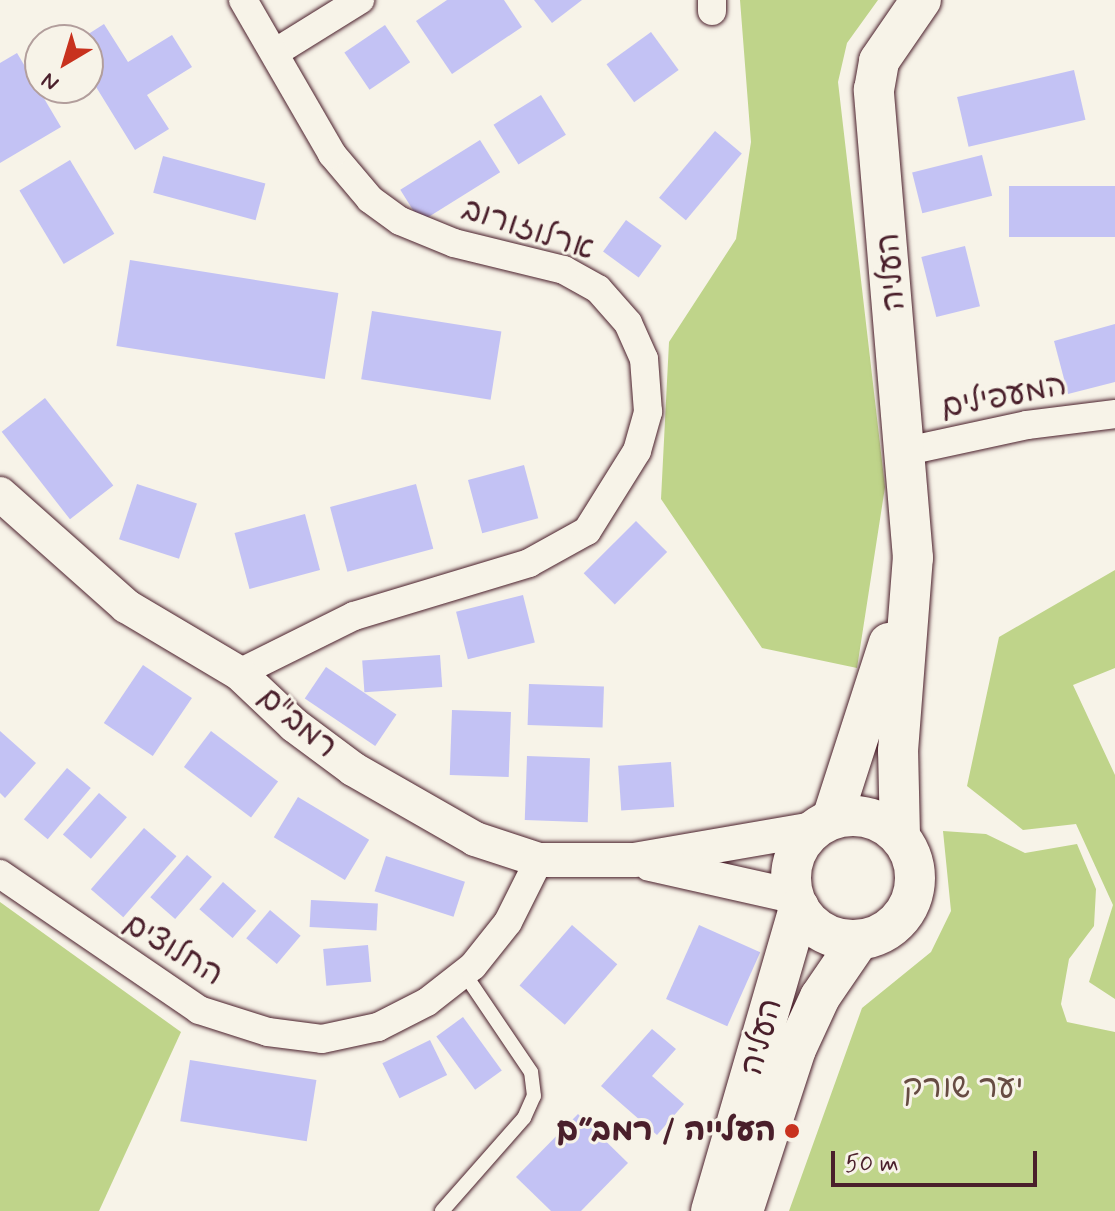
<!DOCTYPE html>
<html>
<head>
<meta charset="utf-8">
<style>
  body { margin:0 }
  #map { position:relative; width:1115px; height:1211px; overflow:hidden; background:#f7f3e8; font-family:Mynerve,"Playpen Sans Hebrew",sans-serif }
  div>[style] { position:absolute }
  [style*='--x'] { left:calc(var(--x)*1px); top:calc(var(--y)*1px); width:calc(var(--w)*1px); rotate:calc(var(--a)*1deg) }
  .green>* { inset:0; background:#bfd48a }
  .building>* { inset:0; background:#c3c2f4; transform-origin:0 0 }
  .roads { filter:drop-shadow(0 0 2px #4a1f2b) drop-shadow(0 0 2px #4a1f2b) }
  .service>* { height:14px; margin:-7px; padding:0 7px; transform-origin:7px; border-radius:7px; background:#f7f3e8 }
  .minor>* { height:28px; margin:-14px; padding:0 14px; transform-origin:14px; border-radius:14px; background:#f7f3e8 }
  .tertiary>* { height:34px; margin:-17px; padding:0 17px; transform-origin:17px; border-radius:17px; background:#f7f3e8 }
  .secondary>* { height:40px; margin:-20px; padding:0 20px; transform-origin:20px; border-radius:20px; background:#f7f3e8 }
  .secondary>.ring { margin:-20px; padding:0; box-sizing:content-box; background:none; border:40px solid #f7f3e8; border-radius:50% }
  .dots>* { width:22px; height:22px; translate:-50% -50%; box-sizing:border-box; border:4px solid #f7f3e8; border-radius:50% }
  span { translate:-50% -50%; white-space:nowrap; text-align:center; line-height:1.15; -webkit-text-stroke:6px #f7f3e8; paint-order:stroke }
  .street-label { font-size:32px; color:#4a1f2b }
  .park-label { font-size:32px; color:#674c43 }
  .poi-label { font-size:32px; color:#4a1f2b; font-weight:700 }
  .right { translate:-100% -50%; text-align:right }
  .north { position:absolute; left:24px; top:24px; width:80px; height:80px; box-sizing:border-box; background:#f7f3e8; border:2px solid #b29e9c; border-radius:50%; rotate:218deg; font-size:22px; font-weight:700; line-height:32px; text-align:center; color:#4a1f2b }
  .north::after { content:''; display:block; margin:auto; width:28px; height:36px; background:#c8321e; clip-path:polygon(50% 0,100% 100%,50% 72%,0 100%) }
  .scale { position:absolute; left:831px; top:1151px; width:206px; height:36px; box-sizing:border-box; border:4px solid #4a1f2b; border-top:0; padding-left:10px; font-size:24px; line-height:28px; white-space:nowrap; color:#4a1f2b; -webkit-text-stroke:6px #f7f3e8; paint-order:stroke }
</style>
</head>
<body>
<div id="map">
  <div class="green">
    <i style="clip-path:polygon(740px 0,878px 0,847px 43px,838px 82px,885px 487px,857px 668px,762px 648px,661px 499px,669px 342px,736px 239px,751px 142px)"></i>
    <i style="clip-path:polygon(1115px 570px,1115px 668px,1073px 685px,1115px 775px,1115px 999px,1089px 982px,1113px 905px,1076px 824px,1023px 830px,967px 786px,999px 637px)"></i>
    <i style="clip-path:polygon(943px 831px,986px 834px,1025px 853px,1077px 844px,1096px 889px,1094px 926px,1069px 959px,1061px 1004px,1067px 1022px,1115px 1032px,1115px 1211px,789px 1211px,862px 1008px,931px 952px,951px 911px)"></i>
    <i style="clip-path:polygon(0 902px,181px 1032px,99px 1211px,0 1211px)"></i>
  </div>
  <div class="building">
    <i style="clip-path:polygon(447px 0,504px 0,522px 27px,452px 74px,416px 21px)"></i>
    <i style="clip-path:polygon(534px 0,582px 0,552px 23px)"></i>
    <i style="clip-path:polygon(104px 24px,128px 62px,172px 35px,192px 67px,147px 95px,169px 129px,135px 150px,88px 74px,88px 40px,79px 40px)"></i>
    <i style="left:385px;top:25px;width:45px;height:49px;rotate:56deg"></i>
    <i style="left:651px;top:32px;width:47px;height:55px;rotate:54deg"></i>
    <i style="clip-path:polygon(17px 53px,61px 127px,0 163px,0 63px)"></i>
    <i style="left:1074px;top:70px;width:51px;height:120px;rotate:77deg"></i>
    <i style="left:541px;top:95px;width:47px;height:56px;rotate:58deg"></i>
    <i style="left:715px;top:131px;width:35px;height:87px;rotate:40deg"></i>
    <i style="left:480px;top:140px;width:38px;height:94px;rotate:58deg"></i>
    <i style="left:982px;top:155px;width:42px;height:72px;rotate:76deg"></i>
    <i style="left:163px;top:156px;width:106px;height:38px;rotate:15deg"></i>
    <i style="left:70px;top:160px;width:86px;height:59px;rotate:59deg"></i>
    <i style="left:1115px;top:186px;width:51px;height:106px;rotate:90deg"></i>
    <i style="left:626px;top:220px;width:44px;height:39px;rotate:36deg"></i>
    <i style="left:965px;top:246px;width:62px;height:45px;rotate:76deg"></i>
    <i style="left:130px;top:260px;width:211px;height:87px;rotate:9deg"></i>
    <i style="left:372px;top:311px;width:131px;height:69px;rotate:9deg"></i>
    <i style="clip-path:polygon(1115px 324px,1115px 382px,1068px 394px,1054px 341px)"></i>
    <i style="left:45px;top:398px;width:111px;height:55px;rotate:52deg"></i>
    <i style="left:524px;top:465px;width:55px;height:58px;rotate:75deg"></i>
    <i style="left:137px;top:484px;width:63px;height:58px;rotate:18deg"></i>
    <i style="left:416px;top:484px;width:67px;height:89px;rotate:75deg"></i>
    <i style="left:305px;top:514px;width:58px;height:73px;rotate:75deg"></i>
    <i style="left:636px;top:521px;width:44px;height:74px;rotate:45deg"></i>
    <i style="left:523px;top:595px;width:49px;height:69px;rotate:76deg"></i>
    <i style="left:440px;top:655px;width:32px;height:78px;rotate:86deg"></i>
    <i style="left:143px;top:665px;width:59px;height:70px;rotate:34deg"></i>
    <i style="left:326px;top:667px;width:85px;height:38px;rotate:34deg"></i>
    <i style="left:529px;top:684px;width:75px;height:41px;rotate:2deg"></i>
    <i style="left:452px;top:710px;width:59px;height:65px;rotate:2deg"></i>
    <i style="clip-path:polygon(0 731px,36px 763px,5px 798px,0 793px)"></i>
    <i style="left:211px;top:731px;width:84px;height:45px;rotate:37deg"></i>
    <i style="left:527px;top:756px;width:63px;height:64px;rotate:2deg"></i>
    <i style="left:671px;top:762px;width:45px;height:53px;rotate:86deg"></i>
    <i style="left:67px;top:768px;width:31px;height:67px;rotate:40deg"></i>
    <i style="left:99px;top:793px;width:37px;height:55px;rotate:41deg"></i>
    <i style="left:298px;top:797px;width:83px;height:47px;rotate:31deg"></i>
    <i style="left:144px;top:828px;width:43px;height:81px;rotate:41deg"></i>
    <i style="left:187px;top:855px;width:33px;height:56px;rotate:41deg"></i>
    <i style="left:386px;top:856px;width:83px;height:37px;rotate:18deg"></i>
    <i style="left:223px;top:882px;width:44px;height:36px;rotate:41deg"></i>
    <i style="left:311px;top:900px;width:67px;height:27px;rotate:3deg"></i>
    <i style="left:270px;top:910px;width:40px;height:37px;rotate:40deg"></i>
    <i style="left:572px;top:925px;width:60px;height:80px;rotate:41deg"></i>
    <i style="left:699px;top:925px;width:67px;height:81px;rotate:24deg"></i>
    <i style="left:368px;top:945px;width:37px;height:45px;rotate:85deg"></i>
    <i style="left:463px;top:1017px;width:66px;height:33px;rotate:54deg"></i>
    <i style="clip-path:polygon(652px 1029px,676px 1049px,652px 1076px,684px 1104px,657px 1135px,601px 1086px)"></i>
    <i style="left:430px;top:1040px;width:39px;height:53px;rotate:64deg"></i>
    <i style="left:190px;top:1060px;width:128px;height:62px;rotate:9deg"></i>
    <i style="clip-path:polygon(578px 1114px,628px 1163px,581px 1211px,551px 1211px,516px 1177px)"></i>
  </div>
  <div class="roads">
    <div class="service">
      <i style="--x:442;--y:1211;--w:124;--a:-48.6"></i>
      <i style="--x:524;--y:1118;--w:24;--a:-66"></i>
      <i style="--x:534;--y:1096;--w:24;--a:-97"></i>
      <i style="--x:531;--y:1072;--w:120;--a:-124.1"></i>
    </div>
    <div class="minor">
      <i style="--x:712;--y:0;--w:11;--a:90"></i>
      <i style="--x:276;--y:52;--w:99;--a:-31.8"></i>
      <i style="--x:907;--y:451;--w:123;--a:-12.2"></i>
      <i style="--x:1027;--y:425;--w:89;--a:-7.1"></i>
      <i style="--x:239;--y:673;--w:128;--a:-26.4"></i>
      <i style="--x:354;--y:616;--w:183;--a:-16.8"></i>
      <i style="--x:529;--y:563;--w:66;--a:-28.9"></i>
      <i style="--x:587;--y:531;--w:94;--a:-58"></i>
      <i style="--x:637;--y:451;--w:41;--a:-74.2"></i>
      <i style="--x:648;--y:412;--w:53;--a:-94.3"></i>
      <i style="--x:644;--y:359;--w:39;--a:-114"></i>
      <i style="--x:628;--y:323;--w:45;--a:-131.4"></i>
      <i style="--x:598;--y:289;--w:39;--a:-151"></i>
      <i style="--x:564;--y:270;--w:113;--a:-166.2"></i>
      <i style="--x:454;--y:243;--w:58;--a:-157.8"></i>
      <i style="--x:400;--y:221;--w:37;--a:-144"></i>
      <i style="--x:370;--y:199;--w:59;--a:-130.2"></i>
      <i style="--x:332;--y:154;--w:178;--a:-120"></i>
      <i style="--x:0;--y:874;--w:241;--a:34.3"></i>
      <i style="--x:199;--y:1010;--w:72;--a:17.7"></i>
      <i style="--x:268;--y:1032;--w:54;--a:7.4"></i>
      <i style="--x:322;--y:1039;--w:57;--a:-12.1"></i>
      <i style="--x:378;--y:1027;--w:55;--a:-27"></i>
      <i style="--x:427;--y:1002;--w:58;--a:-38"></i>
      <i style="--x:473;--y:966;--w:56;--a:-51.5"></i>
      <i style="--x:508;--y:922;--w:69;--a:-63.4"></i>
    </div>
    <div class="tertiary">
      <i style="--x:0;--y:494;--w:169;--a:41.6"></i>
      <i style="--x:126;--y:606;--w:131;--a:30.7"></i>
      <i style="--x:239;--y:673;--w:76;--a:43.4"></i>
      <i style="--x:294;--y:725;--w:74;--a:36.7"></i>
      <i style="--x:353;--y:769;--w:141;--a:29.8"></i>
      <i style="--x:475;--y:839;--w:67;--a:18.2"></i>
      <i style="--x:539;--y:860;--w:95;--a:0"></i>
      <i style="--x:634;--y:860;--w:182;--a:-9.8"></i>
      <i style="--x:650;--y:864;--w:147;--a:12.6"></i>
    </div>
    <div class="secondary">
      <i class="ring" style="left:791px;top:816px;width:84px;height:84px"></i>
      <i style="--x:832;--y:819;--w:185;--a:-72.1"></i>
      <i style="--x:900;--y:836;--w:85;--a:-91.3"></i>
      <i style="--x:898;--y:751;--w:194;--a:-85.6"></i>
      <i style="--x:913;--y:558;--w:470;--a:-94.8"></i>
      <i style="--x:874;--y:90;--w:29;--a:-80"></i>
      <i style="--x:879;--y:61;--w:74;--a:-55.5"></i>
      <i style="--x:711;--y:1211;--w:316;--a:-73.8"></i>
      <i style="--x:743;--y:1211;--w:170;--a:-71.9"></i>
      <i style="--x:796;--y:1049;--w:57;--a:-65.2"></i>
      <i style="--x:820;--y:997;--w:69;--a:-55.6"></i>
    </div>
  </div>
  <div class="dots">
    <i style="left:792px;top:1131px;background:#c8321e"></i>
  </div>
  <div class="street-label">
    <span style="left:528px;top:230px;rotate:18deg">ארלוזורוב</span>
    <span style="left:892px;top:272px;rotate:-95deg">העליה</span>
    <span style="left:1004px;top:397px;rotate:-11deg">המעפילים</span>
    <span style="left:297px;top:723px;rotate:40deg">רמב"ם</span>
    <span style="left:173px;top:950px;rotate:31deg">החלוצים</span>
    <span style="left:762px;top:1037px;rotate:-74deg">העליה</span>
  </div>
  <div class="park-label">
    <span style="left:963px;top:1088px">יער שורק</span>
  </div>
  <div class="poi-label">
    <span class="right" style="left:776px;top:1131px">העלייה / רמב״ם</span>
  </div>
  <div class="north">N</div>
  <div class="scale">50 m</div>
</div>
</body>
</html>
* * * * * * * * *
▸ What is being asked: Show the lines above that include "service".

▸ Solved problem:
  .service>* { height:14px; margin:-7px; padding:0 7px; transform-origin:7px; border-radius:7px; background:#f7f3e8 }
    <div class="service">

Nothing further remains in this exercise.